Mandarin Chinese refers to the dialect group native to north-central China (including Beijing). The most widely used dialect (language) in China, it is spoken with varying degrees of proficiency by most of the population and is the first language of Han Chinese of Beijing, the northeast and southwest. Mandarin is regarded as a separate language by linguists and as a dialect of the Chinese language by the Chinese government.

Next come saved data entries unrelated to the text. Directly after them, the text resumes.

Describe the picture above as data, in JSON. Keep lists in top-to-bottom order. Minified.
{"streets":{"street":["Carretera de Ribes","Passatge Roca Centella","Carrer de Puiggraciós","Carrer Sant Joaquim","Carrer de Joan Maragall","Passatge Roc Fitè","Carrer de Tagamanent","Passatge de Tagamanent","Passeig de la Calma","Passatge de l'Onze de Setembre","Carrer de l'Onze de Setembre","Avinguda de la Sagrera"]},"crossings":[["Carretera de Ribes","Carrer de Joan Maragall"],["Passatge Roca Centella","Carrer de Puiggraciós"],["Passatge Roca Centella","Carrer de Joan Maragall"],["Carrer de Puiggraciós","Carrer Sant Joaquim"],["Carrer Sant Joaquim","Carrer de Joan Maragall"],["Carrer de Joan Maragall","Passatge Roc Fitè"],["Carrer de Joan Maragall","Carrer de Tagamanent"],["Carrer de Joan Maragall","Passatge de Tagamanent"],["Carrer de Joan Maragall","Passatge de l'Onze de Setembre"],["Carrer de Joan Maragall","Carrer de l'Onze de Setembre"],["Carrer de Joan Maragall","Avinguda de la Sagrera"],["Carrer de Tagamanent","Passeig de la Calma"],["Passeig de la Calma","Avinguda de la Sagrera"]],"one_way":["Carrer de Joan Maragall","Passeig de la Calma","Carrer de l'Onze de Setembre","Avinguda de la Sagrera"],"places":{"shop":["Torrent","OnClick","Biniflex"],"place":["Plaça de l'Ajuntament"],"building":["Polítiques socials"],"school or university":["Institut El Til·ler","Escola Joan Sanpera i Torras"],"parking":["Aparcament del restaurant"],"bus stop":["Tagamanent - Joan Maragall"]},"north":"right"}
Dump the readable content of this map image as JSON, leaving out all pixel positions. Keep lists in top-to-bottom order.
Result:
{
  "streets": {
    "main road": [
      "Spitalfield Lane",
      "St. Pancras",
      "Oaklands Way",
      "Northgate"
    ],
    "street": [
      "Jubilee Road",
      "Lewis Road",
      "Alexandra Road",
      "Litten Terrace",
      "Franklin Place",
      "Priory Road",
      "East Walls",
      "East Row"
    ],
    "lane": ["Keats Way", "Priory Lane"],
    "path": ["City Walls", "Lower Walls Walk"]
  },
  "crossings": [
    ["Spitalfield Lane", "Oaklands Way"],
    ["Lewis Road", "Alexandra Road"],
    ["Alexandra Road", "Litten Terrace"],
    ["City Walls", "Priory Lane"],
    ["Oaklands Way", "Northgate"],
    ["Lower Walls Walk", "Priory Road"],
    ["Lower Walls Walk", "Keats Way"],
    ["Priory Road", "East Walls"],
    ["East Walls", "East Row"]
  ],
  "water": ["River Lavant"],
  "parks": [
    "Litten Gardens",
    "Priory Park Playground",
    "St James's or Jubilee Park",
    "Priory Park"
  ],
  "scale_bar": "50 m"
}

According to the “Encyclopedia of World Cultures”: “ Most linguists divide Mandarin into four subgroups: Northern Mandarin, which is spoken in the northeast, the Shandong Peninsula, and a wide area around Beijing; the Northwestern Mandarin of the less plateaus; the Southwestern Mandarin of Sichuan and neighboring regions; and Eastern or Lower Yangtze Mandarin, typified by the dialects around Nanjing. South of the Yangtze, the Chinese languages are more diverse and are not mutually intelligible with each other orwith regional forms of Mandarin. The latter include the Wu dialects, spoken in the areas around Shanghai; the Gan dialects of Jiangxi; the Xiang dialects of Hunan; the Yue dialects of Guangdong and Guangxi; the Min dialects of Fujian and south coastal China; and Hakka, which has a discontinuous distribution from southeast China to Sichuan. [Source: “Encyclopedia of World Cultures Volume 6: Russia-Eurasia/China” edited by Paul Friedrich and Norma Diamond, 1994]

The northern varieties of Chinese, also called Mandarin, are spoken as a first language by over three-fourths of the population, in a large area extending east and west across north China from the coastal regions of Shandong to Sichuan in the interior, southward toward the Yangtze River and northward into Dongbei. They are for the most part mutually intelligible, given minor adjustment for tones, pronunciation, idioms, and vocabulary.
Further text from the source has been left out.